Sunday, August 23, 2009

Naive Bayes for text classification

Another article on Naive Bayes classification aka nbc? Why does the web need another article on this. Yes, there are many. Just use your favorite browser and search on "naive bayes". You'll get hundreds of url's. However, once you start digging deep into them, you will find 2 annoying trends. They are just reprinting the Naive Bayes definition. No specifics on how the Naive Bayes definition was used to classify a type of data.

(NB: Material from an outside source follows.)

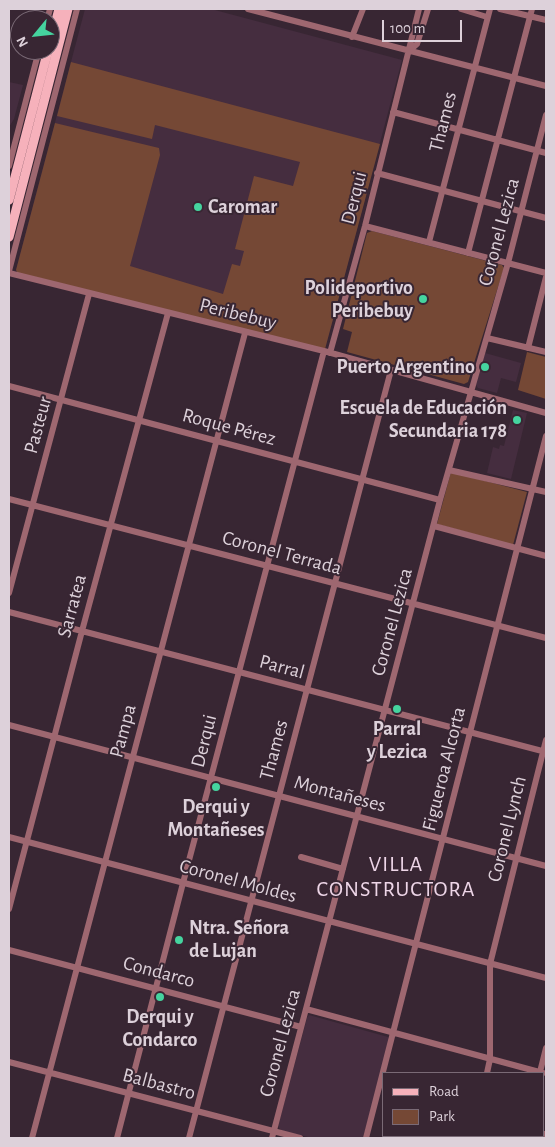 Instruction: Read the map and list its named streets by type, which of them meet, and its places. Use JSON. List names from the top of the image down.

Originally, I had leared about Naive Bayes in my AI class, which was taught by Dr. Christopher Brooks, at University of San Francisco back in 2005. Since then, the computer that held my information died and I've been unable to retrieve my nbc program. After a long time, I finally found good info on Naive Bayes and how to use it toward classifying text. First, I'll give the basic definitions of Bayes and Naive Bayes classification, which I'm simply resummarizing from the text book "Artificial Intelligence" by Russel and Norvig. Then, I'll talk about specifically applying Naive Bayes for text classification; This information I found in slides for a course called Comp221. The slides were written by the courses TA, Zhang Kai.

Naive Bayes

Like the regular Bayes algorithm, Naive Bayes simplifies the calculation of a conditional probability. It further simplifies the calculation of conditional probabilities by assuming that the effects are independent. Even though this may not be actually true, it has been found that this assumption yields acceptable behavior.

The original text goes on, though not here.